Problem details
Copy out each line of the data holding "solid".

++++++

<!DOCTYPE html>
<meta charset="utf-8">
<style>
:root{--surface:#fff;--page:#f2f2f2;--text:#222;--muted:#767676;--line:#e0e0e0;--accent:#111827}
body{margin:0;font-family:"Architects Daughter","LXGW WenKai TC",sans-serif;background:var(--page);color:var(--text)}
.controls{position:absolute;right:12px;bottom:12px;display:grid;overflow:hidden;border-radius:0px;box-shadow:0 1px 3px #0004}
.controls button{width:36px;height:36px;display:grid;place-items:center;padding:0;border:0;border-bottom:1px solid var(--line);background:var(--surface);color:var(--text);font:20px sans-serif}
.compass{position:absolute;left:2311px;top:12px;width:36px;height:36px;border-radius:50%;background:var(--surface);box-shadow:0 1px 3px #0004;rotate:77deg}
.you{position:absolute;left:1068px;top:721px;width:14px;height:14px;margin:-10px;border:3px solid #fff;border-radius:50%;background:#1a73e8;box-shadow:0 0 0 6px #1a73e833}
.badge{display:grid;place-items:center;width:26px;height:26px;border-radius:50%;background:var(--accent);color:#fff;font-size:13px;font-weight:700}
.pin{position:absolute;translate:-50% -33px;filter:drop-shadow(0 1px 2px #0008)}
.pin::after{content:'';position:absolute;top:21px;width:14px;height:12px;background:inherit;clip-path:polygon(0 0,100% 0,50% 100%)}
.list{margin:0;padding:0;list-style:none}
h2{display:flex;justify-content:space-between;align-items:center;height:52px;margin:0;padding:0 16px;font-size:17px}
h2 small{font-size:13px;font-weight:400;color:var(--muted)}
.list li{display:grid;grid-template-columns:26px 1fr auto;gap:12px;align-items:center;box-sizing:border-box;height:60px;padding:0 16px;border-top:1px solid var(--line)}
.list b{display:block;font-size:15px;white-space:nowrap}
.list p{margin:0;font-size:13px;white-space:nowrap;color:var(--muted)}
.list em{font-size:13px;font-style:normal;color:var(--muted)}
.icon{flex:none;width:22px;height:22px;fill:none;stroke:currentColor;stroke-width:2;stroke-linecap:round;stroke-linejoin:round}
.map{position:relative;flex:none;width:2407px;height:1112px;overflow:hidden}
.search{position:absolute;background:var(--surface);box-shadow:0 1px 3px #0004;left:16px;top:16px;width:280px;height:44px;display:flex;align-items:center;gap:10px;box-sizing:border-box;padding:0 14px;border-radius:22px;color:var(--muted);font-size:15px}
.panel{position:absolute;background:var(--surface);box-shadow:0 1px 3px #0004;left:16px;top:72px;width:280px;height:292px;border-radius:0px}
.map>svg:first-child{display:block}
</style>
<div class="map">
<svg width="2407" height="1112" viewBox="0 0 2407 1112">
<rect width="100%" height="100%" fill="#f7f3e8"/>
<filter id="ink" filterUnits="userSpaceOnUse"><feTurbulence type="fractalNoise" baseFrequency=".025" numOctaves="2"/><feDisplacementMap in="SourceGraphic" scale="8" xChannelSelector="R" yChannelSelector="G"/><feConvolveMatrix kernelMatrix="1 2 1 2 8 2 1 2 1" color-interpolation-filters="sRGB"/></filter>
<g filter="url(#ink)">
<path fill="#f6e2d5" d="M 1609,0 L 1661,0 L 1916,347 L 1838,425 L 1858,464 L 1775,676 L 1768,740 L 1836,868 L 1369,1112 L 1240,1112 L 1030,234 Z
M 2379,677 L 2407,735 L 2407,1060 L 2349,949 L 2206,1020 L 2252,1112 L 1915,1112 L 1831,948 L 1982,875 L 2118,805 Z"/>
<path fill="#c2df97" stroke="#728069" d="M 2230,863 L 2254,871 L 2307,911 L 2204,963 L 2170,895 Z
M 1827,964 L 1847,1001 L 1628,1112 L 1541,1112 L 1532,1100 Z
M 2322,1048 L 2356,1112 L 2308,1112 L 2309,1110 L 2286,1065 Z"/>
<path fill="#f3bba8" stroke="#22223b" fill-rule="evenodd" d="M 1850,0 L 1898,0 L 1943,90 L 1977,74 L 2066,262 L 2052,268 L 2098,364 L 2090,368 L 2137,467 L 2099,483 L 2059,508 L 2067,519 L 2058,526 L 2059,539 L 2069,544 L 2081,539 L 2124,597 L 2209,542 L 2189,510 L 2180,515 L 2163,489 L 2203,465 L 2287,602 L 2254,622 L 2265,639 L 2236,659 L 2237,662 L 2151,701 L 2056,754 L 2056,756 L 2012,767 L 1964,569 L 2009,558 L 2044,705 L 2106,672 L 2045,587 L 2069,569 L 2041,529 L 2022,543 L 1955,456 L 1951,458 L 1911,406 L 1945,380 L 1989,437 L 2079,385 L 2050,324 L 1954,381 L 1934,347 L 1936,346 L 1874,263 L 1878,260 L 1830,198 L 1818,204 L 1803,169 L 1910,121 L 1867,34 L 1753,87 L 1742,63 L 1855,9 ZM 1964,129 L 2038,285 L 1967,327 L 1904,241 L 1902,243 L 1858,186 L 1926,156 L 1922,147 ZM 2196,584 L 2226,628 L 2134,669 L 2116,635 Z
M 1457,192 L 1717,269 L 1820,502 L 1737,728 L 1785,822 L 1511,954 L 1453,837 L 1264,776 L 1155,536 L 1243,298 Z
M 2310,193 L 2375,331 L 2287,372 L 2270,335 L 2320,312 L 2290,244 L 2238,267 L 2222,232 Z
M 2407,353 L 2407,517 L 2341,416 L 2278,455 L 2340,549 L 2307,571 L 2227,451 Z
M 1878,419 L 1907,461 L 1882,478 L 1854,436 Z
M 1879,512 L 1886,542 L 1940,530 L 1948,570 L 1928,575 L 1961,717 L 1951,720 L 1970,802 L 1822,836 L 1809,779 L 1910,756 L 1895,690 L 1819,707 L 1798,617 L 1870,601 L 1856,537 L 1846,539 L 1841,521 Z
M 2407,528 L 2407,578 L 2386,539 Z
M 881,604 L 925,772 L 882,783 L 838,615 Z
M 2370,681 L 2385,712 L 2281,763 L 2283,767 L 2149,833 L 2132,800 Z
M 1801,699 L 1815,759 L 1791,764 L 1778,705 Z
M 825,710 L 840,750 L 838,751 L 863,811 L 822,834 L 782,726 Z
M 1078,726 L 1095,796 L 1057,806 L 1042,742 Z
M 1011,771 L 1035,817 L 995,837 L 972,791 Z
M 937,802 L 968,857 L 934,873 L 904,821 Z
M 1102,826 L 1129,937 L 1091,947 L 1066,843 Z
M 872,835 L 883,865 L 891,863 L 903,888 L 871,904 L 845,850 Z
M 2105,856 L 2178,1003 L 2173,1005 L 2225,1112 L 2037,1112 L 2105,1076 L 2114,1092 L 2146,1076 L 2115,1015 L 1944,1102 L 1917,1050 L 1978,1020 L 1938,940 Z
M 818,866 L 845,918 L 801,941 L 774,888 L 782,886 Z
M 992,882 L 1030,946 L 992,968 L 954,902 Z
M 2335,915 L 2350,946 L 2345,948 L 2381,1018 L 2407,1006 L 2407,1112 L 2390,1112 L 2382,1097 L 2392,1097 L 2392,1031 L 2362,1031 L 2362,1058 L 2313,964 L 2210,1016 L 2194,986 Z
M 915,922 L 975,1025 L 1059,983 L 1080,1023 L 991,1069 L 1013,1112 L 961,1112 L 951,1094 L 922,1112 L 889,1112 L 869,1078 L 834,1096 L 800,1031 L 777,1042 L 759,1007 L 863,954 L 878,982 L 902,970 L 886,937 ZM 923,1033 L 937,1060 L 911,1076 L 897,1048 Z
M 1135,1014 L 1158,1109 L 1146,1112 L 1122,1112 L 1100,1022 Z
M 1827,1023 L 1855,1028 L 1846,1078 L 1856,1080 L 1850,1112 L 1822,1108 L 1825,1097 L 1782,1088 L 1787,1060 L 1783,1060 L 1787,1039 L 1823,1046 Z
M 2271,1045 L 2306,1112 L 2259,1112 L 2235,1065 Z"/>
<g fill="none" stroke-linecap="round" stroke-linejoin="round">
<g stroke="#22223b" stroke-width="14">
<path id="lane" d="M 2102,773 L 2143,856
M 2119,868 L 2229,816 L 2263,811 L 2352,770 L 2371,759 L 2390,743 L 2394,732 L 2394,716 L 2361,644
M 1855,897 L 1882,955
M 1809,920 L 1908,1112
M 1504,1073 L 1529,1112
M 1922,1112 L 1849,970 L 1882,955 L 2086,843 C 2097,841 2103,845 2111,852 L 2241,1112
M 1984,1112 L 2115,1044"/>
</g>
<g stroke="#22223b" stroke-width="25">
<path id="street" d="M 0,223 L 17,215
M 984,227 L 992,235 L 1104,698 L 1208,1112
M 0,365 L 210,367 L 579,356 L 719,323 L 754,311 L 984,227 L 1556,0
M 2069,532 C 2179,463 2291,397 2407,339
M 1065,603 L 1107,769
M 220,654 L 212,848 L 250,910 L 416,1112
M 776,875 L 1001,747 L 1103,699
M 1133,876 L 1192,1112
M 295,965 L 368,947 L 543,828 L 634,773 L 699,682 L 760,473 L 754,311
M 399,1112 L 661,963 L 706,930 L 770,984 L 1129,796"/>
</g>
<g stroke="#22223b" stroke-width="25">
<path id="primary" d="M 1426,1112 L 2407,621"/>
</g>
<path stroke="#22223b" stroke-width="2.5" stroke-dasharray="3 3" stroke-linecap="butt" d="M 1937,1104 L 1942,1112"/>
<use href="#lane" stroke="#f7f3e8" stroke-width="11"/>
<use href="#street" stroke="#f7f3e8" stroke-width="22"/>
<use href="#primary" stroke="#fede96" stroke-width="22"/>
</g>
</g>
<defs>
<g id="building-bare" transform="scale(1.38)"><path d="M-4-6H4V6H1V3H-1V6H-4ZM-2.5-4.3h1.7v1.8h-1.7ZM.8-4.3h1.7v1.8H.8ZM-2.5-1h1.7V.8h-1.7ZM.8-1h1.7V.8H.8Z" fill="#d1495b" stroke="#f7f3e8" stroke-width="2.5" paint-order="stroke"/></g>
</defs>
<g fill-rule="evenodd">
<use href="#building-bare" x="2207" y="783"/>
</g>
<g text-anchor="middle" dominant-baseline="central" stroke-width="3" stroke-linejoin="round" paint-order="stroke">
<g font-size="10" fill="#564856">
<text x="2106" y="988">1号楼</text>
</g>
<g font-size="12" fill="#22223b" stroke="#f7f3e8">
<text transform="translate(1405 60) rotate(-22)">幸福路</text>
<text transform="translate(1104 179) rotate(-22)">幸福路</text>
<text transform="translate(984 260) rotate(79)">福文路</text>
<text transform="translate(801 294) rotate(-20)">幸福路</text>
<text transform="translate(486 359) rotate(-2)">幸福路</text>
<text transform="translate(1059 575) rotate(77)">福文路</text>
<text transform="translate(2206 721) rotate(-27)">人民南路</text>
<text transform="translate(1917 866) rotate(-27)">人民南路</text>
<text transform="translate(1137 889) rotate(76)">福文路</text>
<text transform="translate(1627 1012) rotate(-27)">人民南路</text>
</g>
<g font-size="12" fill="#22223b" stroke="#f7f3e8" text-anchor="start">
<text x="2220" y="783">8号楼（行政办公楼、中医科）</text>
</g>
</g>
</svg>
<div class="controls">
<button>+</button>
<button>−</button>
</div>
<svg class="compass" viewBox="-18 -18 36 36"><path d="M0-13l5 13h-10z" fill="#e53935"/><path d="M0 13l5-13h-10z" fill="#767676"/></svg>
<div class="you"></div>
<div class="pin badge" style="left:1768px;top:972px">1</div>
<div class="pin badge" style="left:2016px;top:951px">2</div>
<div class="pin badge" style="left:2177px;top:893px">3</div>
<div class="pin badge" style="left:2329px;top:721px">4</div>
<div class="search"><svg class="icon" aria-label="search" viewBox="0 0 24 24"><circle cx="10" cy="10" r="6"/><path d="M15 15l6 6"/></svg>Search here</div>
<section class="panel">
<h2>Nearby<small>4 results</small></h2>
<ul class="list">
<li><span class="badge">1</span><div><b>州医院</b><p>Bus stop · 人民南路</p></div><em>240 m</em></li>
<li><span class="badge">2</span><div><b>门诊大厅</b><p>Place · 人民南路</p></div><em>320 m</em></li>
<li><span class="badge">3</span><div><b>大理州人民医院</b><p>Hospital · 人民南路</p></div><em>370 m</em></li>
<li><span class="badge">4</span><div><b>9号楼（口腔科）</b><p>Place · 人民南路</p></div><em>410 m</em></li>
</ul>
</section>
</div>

++++++

Answer for this exercise
.controls button{width:36px;height:36px;display:grid;place-items:center;padding:0;border:0;border-bottom:1px solid var(--line);background:var(--surface);color:var(--text);font:20px sans-serif}
.you{position:absolute;left:1068px;top:721px;width:14px;height:14px;margin:-10px;border:3px solid #fff;border-radius:50%;background:#1a73e8;box-shadow:0 0 0 6px #1a73e833}
.list li{display:grid;grid-template-columns:26px 1fr auto;gap:12px;align-items:center;box-sizing:border-box;height:60px;padding:0 16px;border-top:1px solid var(--line)}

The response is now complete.